Copy, in full, each line of the material that holds the word "strokeStyle".

### Data for the task ###

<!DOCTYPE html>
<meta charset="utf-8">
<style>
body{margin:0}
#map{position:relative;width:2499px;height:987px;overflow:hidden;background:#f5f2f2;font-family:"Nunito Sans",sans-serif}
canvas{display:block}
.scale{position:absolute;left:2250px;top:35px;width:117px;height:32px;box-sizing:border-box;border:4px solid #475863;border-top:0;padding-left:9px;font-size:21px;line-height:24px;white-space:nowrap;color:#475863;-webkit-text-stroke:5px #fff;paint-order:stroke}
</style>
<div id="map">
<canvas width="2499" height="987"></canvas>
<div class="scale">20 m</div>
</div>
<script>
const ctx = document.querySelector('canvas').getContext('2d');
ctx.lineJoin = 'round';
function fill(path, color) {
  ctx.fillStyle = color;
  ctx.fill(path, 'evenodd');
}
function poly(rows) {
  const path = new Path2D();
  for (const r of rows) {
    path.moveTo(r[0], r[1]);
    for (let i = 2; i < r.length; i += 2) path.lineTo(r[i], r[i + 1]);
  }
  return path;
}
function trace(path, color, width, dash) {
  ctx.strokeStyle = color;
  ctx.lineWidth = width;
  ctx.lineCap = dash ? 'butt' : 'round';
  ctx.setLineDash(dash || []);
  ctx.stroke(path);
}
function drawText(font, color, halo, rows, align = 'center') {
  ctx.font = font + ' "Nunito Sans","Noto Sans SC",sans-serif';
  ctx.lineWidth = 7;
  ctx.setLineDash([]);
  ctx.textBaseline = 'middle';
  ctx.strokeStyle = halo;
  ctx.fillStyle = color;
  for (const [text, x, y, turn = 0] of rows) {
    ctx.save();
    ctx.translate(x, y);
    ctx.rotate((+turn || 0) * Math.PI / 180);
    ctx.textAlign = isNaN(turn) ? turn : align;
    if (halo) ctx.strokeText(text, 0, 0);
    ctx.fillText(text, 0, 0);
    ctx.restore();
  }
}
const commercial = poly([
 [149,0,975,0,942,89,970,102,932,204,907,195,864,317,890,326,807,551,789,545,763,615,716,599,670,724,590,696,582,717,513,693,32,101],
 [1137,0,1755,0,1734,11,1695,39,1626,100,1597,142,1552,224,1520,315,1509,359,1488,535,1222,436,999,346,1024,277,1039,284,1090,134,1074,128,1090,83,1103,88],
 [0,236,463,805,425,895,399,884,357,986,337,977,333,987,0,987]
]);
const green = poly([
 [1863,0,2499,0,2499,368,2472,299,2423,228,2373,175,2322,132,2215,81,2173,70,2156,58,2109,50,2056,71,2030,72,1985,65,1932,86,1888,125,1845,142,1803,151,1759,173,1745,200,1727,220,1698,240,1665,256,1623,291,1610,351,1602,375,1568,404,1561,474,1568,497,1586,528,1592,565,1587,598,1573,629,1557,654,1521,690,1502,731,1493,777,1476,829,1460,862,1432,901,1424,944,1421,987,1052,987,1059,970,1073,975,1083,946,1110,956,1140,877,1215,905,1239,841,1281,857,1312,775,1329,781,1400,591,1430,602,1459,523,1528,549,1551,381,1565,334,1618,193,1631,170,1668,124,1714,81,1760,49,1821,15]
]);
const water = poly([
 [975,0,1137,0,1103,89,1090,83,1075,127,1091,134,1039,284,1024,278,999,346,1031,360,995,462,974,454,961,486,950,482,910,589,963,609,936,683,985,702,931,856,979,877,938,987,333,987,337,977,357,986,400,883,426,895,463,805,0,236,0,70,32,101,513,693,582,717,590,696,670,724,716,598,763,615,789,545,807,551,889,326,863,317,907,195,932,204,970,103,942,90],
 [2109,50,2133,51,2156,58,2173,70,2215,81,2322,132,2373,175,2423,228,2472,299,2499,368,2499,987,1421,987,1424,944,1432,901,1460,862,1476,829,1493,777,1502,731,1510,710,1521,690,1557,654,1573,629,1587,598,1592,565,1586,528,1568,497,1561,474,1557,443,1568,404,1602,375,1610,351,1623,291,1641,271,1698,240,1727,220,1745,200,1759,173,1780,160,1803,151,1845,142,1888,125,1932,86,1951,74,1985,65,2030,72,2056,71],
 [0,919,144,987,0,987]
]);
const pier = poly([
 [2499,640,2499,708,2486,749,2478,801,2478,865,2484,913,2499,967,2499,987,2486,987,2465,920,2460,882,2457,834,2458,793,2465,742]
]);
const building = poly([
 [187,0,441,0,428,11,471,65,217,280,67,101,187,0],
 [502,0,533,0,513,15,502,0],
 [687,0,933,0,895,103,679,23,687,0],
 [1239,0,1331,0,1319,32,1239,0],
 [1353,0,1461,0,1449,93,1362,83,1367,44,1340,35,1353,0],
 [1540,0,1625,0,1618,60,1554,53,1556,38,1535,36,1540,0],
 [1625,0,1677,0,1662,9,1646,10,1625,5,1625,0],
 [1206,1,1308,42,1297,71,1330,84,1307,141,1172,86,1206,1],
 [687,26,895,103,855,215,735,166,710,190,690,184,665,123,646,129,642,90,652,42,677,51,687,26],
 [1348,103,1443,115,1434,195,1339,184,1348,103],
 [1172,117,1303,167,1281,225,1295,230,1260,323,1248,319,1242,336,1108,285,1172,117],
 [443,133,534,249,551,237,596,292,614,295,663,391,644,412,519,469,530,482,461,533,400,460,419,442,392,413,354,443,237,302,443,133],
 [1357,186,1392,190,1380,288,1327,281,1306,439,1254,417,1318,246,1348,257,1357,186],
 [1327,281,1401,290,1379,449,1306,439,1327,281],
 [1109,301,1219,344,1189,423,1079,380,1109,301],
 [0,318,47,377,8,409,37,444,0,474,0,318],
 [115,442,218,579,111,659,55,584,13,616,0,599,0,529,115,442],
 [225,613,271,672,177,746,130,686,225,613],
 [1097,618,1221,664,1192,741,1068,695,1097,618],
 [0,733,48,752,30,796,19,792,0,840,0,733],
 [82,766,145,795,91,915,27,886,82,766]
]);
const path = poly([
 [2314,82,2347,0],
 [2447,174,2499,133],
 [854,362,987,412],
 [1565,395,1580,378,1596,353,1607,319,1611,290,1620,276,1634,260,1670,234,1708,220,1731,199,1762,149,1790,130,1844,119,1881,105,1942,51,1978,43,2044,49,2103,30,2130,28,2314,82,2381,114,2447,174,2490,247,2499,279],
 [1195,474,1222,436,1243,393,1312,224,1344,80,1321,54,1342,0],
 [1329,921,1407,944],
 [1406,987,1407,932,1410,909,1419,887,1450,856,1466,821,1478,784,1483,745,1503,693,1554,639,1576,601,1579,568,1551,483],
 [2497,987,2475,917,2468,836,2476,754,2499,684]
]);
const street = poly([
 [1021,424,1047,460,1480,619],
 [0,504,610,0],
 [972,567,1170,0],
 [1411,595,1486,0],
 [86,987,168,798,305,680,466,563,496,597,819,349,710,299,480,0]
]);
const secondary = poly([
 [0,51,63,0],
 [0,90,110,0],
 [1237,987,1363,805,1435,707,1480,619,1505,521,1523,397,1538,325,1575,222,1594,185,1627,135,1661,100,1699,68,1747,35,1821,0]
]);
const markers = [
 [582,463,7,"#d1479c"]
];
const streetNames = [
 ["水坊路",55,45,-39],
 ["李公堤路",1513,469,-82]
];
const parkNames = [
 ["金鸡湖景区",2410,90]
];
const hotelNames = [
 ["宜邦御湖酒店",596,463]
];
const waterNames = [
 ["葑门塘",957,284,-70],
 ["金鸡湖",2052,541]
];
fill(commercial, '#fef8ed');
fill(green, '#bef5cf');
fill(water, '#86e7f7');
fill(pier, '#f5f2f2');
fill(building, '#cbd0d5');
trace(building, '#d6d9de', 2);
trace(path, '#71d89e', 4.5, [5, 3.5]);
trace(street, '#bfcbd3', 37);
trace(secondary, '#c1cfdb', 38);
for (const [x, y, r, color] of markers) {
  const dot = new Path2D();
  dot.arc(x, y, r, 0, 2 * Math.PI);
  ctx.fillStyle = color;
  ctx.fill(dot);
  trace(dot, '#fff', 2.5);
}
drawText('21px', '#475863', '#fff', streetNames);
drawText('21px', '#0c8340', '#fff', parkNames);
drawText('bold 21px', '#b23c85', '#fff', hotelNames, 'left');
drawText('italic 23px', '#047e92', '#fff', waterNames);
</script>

###

◆ **Exercise output**:
  ctx.strokeStyle = color;
  ctx.strokeStyle = halo;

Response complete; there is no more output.